Note. GED = general education development.
Preliminary analyses
Descriptive statistics and bivariate correlation coefficients are summarized in Table 2. Of most importance to this study is the variability in change over time on each variable, as indicated by the standard deviation, which will be useful for assessing how change on each participation variable may be associated with changes in depression. Depression increased with an increasing number of participation areas that were viewed as important (r = .242, p < .01) and decreased when respondents participated to some degree in more areas that were important to them (r = −.254, p < .01) and with increases in the number of important areas they participated in ‘enough’ (r = −.170, p < .05).
Bivariate correlations among variables (n = 181).

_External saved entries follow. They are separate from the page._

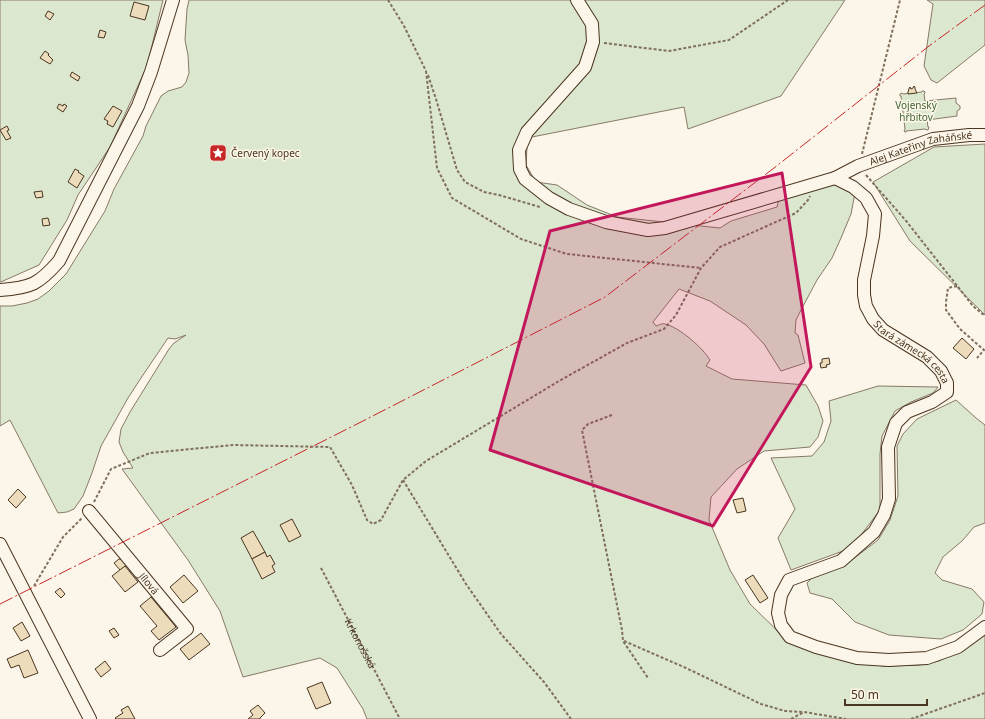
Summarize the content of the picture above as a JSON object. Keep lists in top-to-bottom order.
{
  "streets": {
    "street": ["Alej Kateřiny Zaháňské", "Stará zámecká cesta", "Jílová"],
    "path": ["Krkonošská"]
  },
  "crossings": [
    ["Alej Kateřiny Zaháňské", "Stará zámecká cesta"]
  ],
  "parks": ["Vojenský hřbitov"],
  "places": {
    "place": ["Červený kopec"]
  },
  "scale_bar": "50 m"
}
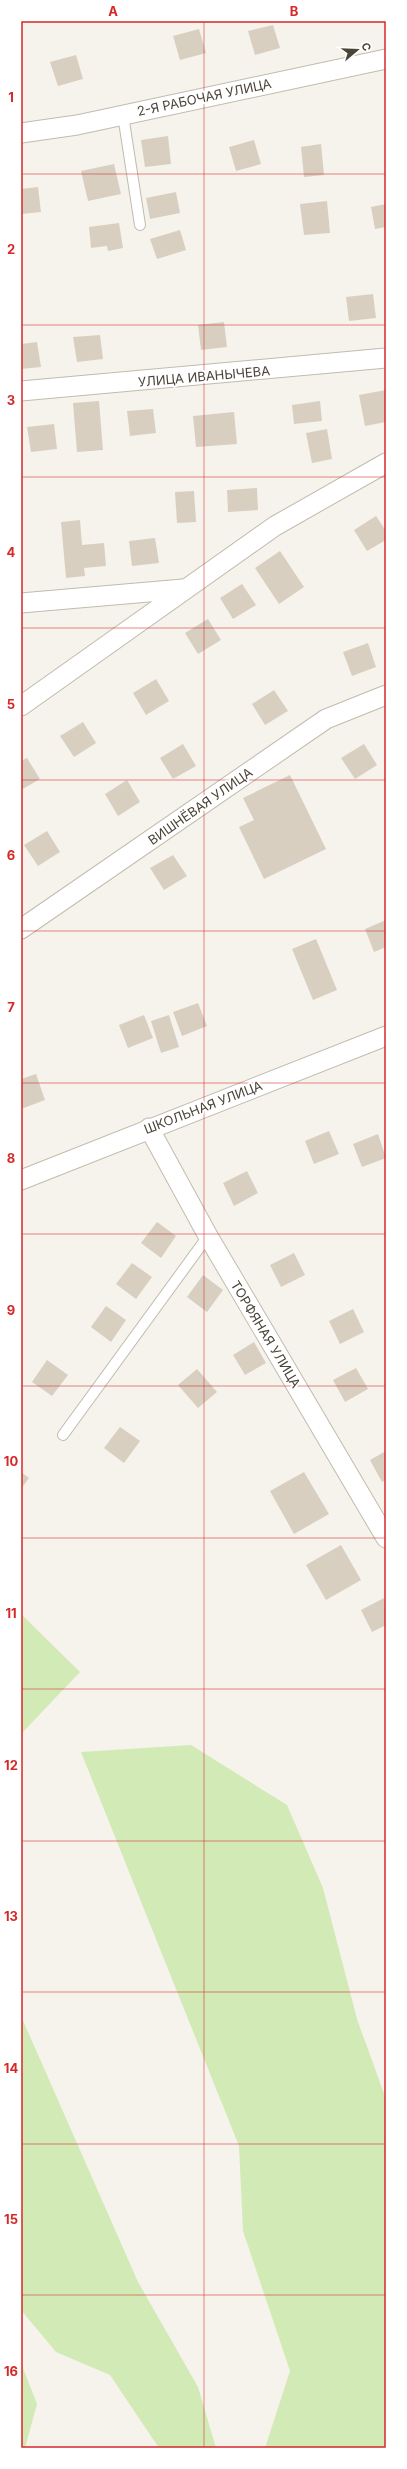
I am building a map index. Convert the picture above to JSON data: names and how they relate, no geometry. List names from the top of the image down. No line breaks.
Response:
{"streets":{"street":["2-Я РАБОЧАЯ УЛИЦА","УЛИЦА ИВАНЫЧЕВА","ВИШНЁВАЯ УЛИЦА","ШКОЛЬНАЯ УЛИЦА","ТОРФЯНАЯ УЛИЦА"]},"crossings":[["ШКОЛЬНАЯ УЛИЦА","ТОРФЯНАЯ УЛИЦА"]],"north":"right","grid":{"columns":["A","B"],"rows":["1","2","3","4","5","6","7","8","9","10","11","12","13","14","15","16"]}}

Note. DEP = depression; AMO = amount; IMP = importance; BRT = breadth ratio; SUF = sufficiency.
p < .05. **p < .01.
Regression
Multiple regression analyses were conducted using the changes in the amount of participation (Model 1), the number of important areas (Model 2), breadth ratio (Model 3), and participation sufficiency (Model 4) as predictors (see Table 3). None of the demographic characteristics or length of time between assessments were associated with depression at the last time point in any of the models. As expected, baseline levels of depression were strongly predictive of depression at the last time point. In the Model 1, change in participation amount was not predictive of depression at the last time point (β = −.066, p = .257), but change in the other participation constructs were predictive. Consistent with the correlational results, an increase in the number of areas viewed as important predicted greater levels of depression (β = .146, p < .05), while an increase in the breadth of important activities that were engaged in (β = −.175, p < .01) and increase in sufficiency of participation (β = −.160, p < .01) were both predictive of decreased depression. These three participation constructs contributed between 2% and 2.9% of explanatory variance in depression after controlling for the other variables.

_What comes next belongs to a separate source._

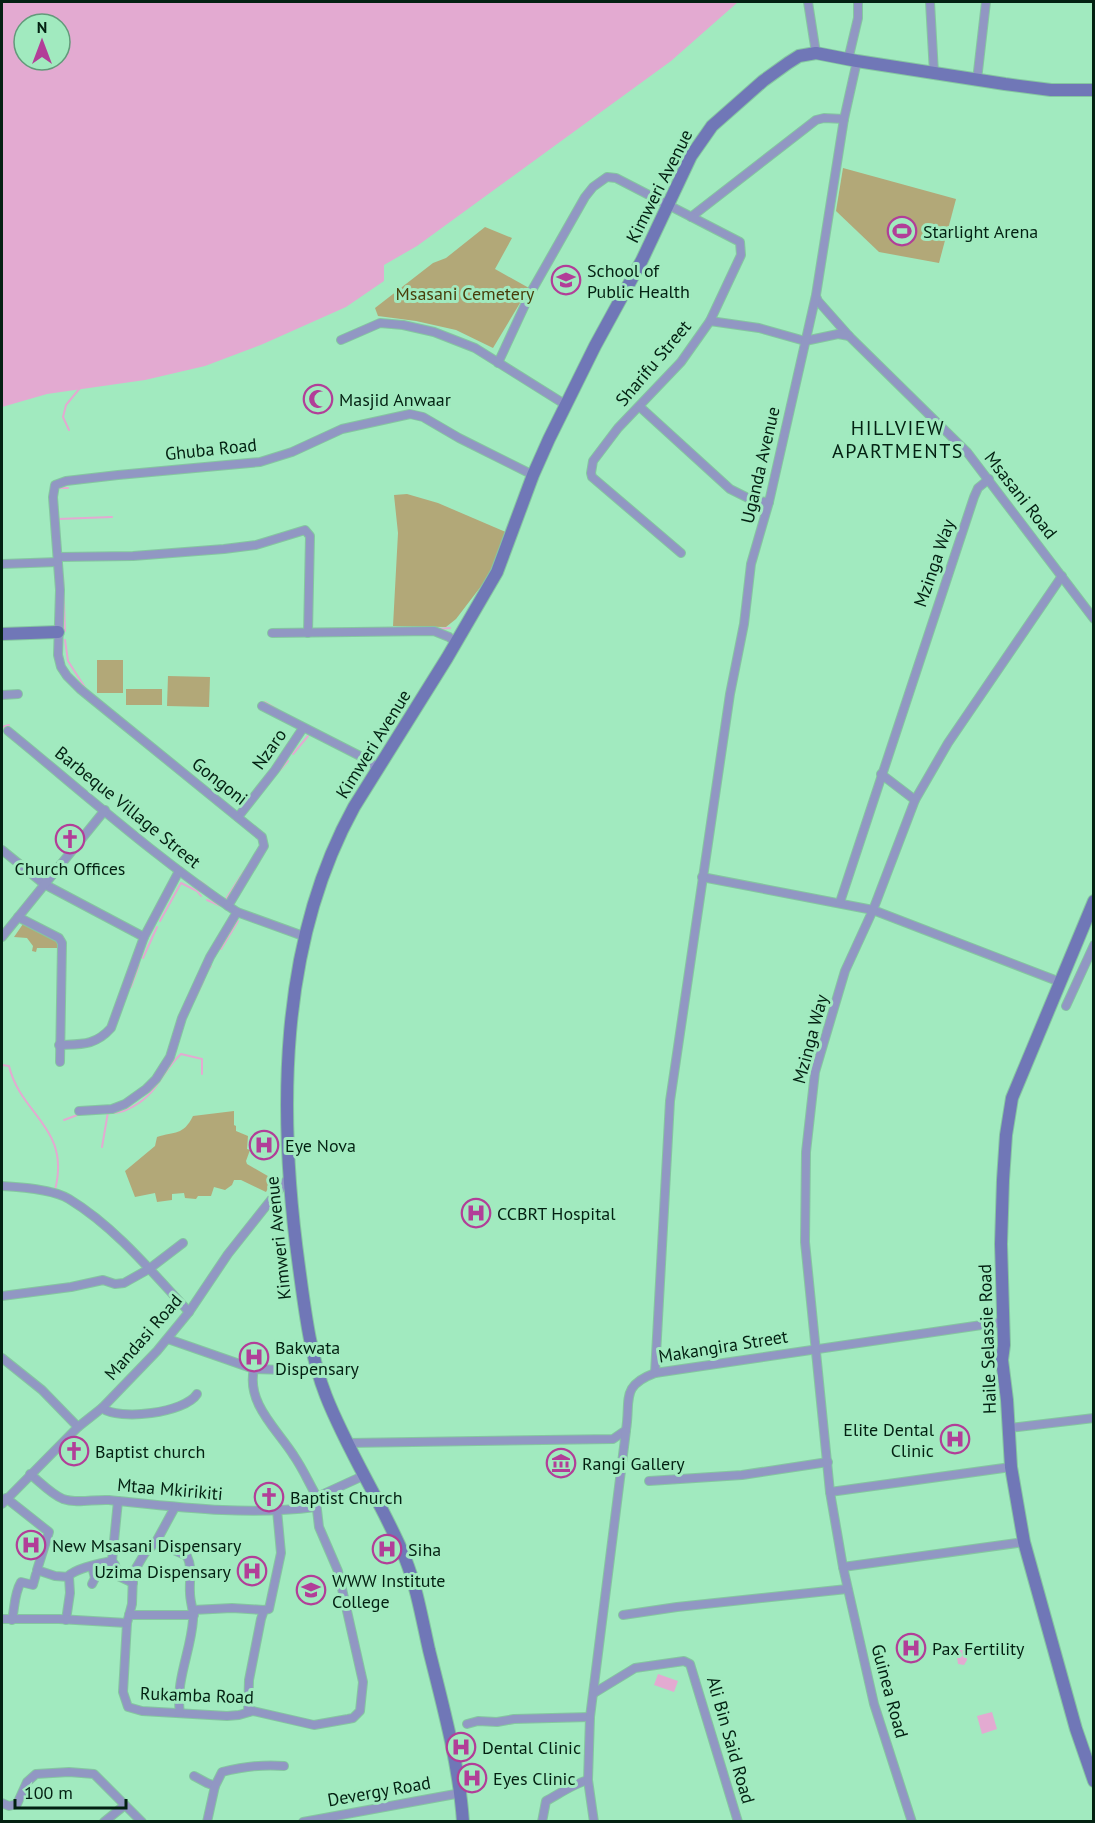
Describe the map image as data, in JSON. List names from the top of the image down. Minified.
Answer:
{"streets":{"street":["Kimweri Avenue","Sharifu Street","Ghuba Road","Uganda Avenue","Msasani Road","Mzinga Way","Nzaro","Gongoni","Barbeque Village Street","Mandasi Road","Haile Selassie Road","Makangira Street","Mtaa Mkirikiti","Guinea Road","Rukamba Road","Ali Bin Said Road","Devergy Road"]},"crossings":[["Kimweri Avenue","Sharifu Street"],["Kimweri Avenue","Ghuba Road"],["Kimweri Avenue","Mandasi Road"],["Kimweri Avenue","Devergy Road"],["Ghuba Road","Gongoni"],["Uganda Avenue","Msasani Road"],["Uganda Avenue","Makangira Street"],["Msasani Road","Mzinga Way"],["Mzinga Way","Makangira Street"],["Mzinga Way","Guinea Road"],["Nzaro","Gongoni"],["Gongoni","Barbeque Village Street"],["Mandasi Road","Mtaa Mkirikiti"],["Haile Selassie Road","Makangira Street"],["Mtaa Mkirikiti","Rukamba Road"]],"districts":["HILLVIEW APARTMENTS"],"parks":["Msasani Cemetery"],"places":{"sports":["Starlight Arena"],"school or university":["School of Public Health","WWW Institute College"],"mosque":["Masjid Anwaar"],"church":["Church Offices","Baptist church","Baptist Church"],"hospital":["Eye Nova","CCBRT Hospital","Bakwata Dispensary","Elite Dental Clinic","New Msasani Dispensary","Siha","Uzima Dispensary","Pax Fertility","Dental Clinic","Eyes Clinic"],"museum":["Rangi Gallery"]},"scale_bar":"100 m","north":"top"}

Summary of multiple regression results: predicting last observation of depressive symptoms.
Note. HS = high school; GED = general education development.
Transgender case was not included in the analysis as it was an extremely rare case (n = 1).
Dummy variable, ‘some college or above’ as reference.
p < .05. **p < .01.
Discussion
The current study examined the relationship between changes in community participation over time and depressive symptoms. Overall, increases in three participation constructs were associated with depressive symptoms at the last observed point after controlling for the baseline level of depressive symptoms. These longitudinal findings provide supporting evidence of a participation-depression association beyond previously reported cross-sectional relationships (e.g. Abdallah et al., 2009; Nagata et al., 2021). Specifically, changes in participation over time demonstrate significant, albeit modest, associations with depression. This is a sign that increased participation may be an additional target for treatment of depressive symptoms. It may also be particularly useful for those who experience residual symptoms or treatment resistance with typical depression treatments such as pharmacological treatment and psychotherapy, although this study is unable to identify subgroups based on whether individuals are being treated for depression and their responsiveness to such treatment.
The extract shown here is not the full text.